::: RECORDS TO USE :::

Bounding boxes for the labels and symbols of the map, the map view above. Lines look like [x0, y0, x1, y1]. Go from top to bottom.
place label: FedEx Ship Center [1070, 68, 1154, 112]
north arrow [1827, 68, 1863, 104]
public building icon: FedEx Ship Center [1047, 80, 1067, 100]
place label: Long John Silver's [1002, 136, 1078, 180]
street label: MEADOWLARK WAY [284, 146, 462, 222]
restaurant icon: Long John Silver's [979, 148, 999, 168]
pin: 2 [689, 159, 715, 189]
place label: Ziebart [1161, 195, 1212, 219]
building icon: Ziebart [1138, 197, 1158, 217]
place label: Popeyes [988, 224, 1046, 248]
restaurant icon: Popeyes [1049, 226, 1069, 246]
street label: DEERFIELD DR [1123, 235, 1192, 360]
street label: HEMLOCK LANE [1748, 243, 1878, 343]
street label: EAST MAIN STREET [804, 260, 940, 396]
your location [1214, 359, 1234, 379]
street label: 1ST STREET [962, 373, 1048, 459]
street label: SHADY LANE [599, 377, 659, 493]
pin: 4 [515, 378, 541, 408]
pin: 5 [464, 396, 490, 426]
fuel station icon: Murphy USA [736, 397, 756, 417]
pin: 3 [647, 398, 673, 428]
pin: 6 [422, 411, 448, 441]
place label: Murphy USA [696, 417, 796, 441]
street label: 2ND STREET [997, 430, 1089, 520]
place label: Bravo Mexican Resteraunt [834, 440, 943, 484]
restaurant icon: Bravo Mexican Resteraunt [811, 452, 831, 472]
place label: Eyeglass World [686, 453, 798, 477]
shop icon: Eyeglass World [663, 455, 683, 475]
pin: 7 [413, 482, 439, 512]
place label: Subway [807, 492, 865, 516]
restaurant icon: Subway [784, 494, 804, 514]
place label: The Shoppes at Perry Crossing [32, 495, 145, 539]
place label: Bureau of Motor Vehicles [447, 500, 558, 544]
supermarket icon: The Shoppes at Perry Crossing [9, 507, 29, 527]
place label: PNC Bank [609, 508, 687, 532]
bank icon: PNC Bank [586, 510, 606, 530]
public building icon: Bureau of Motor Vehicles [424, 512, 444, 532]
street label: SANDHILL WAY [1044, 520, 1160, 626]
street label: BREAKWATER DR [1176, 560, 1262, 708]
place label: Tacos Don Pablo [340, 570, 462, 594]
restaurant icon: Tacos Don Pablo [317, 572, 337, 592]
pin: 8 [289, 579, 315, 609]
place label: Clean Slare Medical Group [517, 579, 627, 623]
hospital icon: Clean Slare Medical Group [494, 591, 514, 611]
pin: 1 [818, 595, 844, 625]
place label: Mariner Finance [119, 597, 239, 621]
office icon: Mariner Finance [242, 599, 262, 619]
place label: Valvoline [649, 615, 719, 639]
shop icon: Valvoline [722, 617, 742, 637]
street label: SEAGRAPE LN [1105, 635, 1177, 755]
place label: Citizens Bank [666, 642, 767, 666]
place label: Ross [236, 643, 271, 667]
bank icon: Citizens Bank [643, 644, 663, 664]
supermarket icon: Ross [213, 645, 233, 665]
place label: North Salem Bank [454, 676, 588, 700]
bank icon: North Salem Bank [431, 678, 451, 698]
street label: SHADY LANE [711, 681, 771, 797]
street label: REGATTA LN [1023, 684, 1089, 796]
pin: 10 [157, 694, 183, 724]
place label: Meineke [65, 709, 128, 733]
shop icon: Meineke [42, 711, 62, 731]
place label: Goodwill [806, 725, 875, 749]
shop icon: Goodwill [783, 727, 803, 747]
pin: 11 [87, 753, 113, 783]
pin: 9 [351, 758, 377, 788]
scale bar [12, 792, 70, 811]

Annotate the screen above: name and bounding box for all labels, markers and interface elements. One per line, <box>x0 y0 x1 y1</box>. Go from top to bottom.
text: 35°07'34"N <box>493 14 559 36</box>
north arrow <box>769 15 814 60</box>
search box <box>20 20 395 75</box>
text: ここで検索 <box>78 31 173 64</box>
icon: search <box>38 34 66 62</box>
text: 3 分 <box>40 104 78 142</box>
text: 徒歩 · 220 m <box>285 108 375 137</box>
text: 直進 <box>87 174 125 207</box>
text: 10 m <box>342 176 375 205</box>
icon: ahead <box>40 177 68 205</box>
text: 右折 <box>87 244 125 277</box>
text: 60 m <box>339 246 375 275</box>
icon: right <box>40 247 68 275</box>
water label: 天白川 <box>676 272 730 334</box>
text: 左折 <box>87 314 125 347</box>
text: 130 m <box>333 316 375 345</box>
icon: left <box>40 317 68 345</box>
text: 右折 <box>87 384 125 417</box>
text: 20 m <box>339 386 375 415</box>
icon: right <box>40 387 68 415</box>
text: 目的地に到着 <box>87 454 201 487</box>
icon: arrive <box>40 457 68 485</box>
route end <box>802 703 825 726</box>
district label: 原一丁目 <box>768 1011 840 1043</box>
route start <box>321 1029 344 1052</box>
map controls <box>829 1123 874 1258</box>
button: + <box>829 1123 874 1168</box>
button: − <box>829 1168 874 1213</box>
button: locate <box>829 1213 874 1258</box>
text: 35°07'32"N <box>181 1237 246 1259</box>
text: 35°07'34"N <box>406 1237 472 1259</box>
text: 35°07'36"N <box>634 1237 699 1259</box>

:::

▶ ASSIGNED TASK
With no line omitted, copy all the data exactly.

▶ RESULT OF THE EXERCISE
Bounding boxes for the labels and symbols of the map, the map view above. Lines look like [x0, y0, x1, y1]. Go from top to bottom.
place label: FedEx Ship Center [1070, 68, 1154, 112]
north arrow [1827, 68, 1863, 104]
public building icon: FedEx Ship Center [1047, 80, 1067, 100]
place label: Long John Silver's [1002, 136, 1078, 180]
street label: MEADOWLARK WAY [284, 146, 462, 222]
restaurant icon: Long John Silver's [979, 148, 999, 168]
pin: 2 [689, 159, 715, 189]
place label: Ziebart [1161, 195, 1212, 219]
building icon: Ziebart [1138, 197, 1158, 217]
place label: Popeyes [988, 224, 1046, 248]
restaurant icon: Popeyes [1049, 226, 1069, 246]
street label: DEERFIELD DR [1123, 235, 1192, 360]
street label: HEMLOCK LANE [1748, 243, 1878, 343]
street label: EAST MAIN STREET [804, 260, 940, 396]
your location [1214, 359, 1234, 379]
street label: 1ST STREET [962, 373, 1048, 459]
street label: SHADY LANE [599, 377, 659, 493]
pin: 4 [515, 378, 541, 408]
pin: 5 [464, 396, 490, 426]
fuel station icon: Murphy USA [736, 397, 756, 417]
pin: 3 [647, 398, 673, 428]
pin: 6 [422, 411, 448, 441]
place label: Murphy USA [696, 417, 796, 441]
street label: 2ND STREET [997, 430, 1089, 520]
place label: Bravo Mexican Resteraunt [834, 440, 943, 484]
restaurant icon: Bravo Mexican Resteraunt [811, 452, 831, 472]
place label: Eyeglass World [686, 453, 798, 477]
shop icon: Eyeglass World [663, 455, 683, 475]
pin: 7 [413, 482, 439, 512]
place label: Subway [807, 492, 865, 516]
restaurant icon: Subway [784, 494, 804, 514]
place label: The Shoppes at Perry Crossing [32, 495, 145, 539]
place label: Bureau of Motor Vehicles [447, 500, 558, 544]
supermarket icon: The Shoppes at Perry Crossing [9, 507, 29, 527]
place label: PNC Bank [609, 508, 687, 532]
bank icon: PNC Bank [586, 510, 606, 530]
public building icon: Bureau of Motor Vehicles [424, 512, 444, 532]
street label: SANDHILL WAY [1044, 520, 1160, 626]
street label: BREAKWATER DR [1176, 560, 1262, 708]
place label: Tacos Don Pablo [340, 570, 462, 594]
restaurant icon: Tacos Don Pablo [317, 572, 337, 592]
pin: 8 [289, 579, 315, 609]
place label: Clean Slare Medical Group [517, 579, 627, 623]
hospital icon: Clean Slare Medical Group [494, 591, 514, 611]
pin: 1 [818, 595, 844, 625]
place label: Mariner Finance [119, 597, 239, 621]
office icon: Mariner Finance [242, 599, 262, 619]
place label: Valvoline [649, 615, 719, 639]
shop icon: Valvoline [722, 617, 742, 637]
street label: SEAGRAPE LN [1105, 635, 1177, 755]
place label: Citizens Bank [666, 642, 767, 666]
place label: Ross [236, 643, 271, 667]
bank icon: Citizens Bank [643, 644, 663, 664]
supermarket icon: Ross [213, 645, 233, 665]
place label: North Salem Bank [454, 676, 588, 700]
bank icon: North Salem Bank [431, 678, 451, 698]
street label: SHADY LANE [711, 681, 771, 797]
street label: REGATTA LN [1023, 684, 1089, 796]
pin: 10 [157, 694, 183, 724]
place label: Meineke [65, 709, 128, 733]
shop icon: Meineke [42, 711, 62, 731]
place label: Goodwill [806, 725, 875, 749]
shop icon: Goodwill [783, 727, 803, 747]
pin: 11 [87, 753, 113, 783]
pin: 9 [351, 758, 377, 788]
scale bar [12, 792, 70, 811]

Annotate the screen above: name and bounding box for all labels, markers and interface elements. One per line, <box>x0 y0 x1 y1</box>. Go from top to bottom.
text: 35°07'34"N <box>493 14 559 36</box>
north arrow <box>769 15 814 60</box>
search box <box>20 20 395 75</box>
text: ここで検索 <box>78 31 173 64</box>
icon: search <box>38 34 66 62</box>
text: 3 分 <box>40 104 78 142</box>
text: 徒歩 · 220 m <box>285 108 375 137</box>
text: 直進 <box>87 174 125 207</box>
text: 10 m <box>342 176 375 205</box>
icon: ahead <box>40 177 68 205</box>
text: 右折 <box>87 244 125 277</box>
text: 60 m <box>339 246 375 275</box>
icon: right <box>40 247 68 275</box>
water label: 天白川 <box>676 272 730 334</box>
text: 左折 <box>87 314 125 347</box>
text: 130 m <box>333 316 375 345</box>
icon: left <box>40 317 68 345</box>
text: 右折 <box>87 384 125 417</box>
text: 20 m <box>339 386 375 415</box>
icon: right <box>40 387 68 415</box>
text: 目的地に到着 <box>87 454 201 487</box>
icon: arrive <box>40 457 68 485</box>
route end <box>802 703 825 726</box>
district label: 原一丁目 <box>768 1011 840 1043</box>
route start <box>321 1029 344 1052</box>
map controls <box>829 1123 874 1258</box>
button: + <box>829 1123 874 1168</box>
button: − <box>829 1168 874 1213</box>
button: locate <box>829 1213 874 1258</box>
text: 35°07'32"N <box>181 1237 246 1259</box>
text: 35°07'34"N <box>406 1237 472 1259</box>
text: 35°07'36"N <box>634 1237 699 1259</box>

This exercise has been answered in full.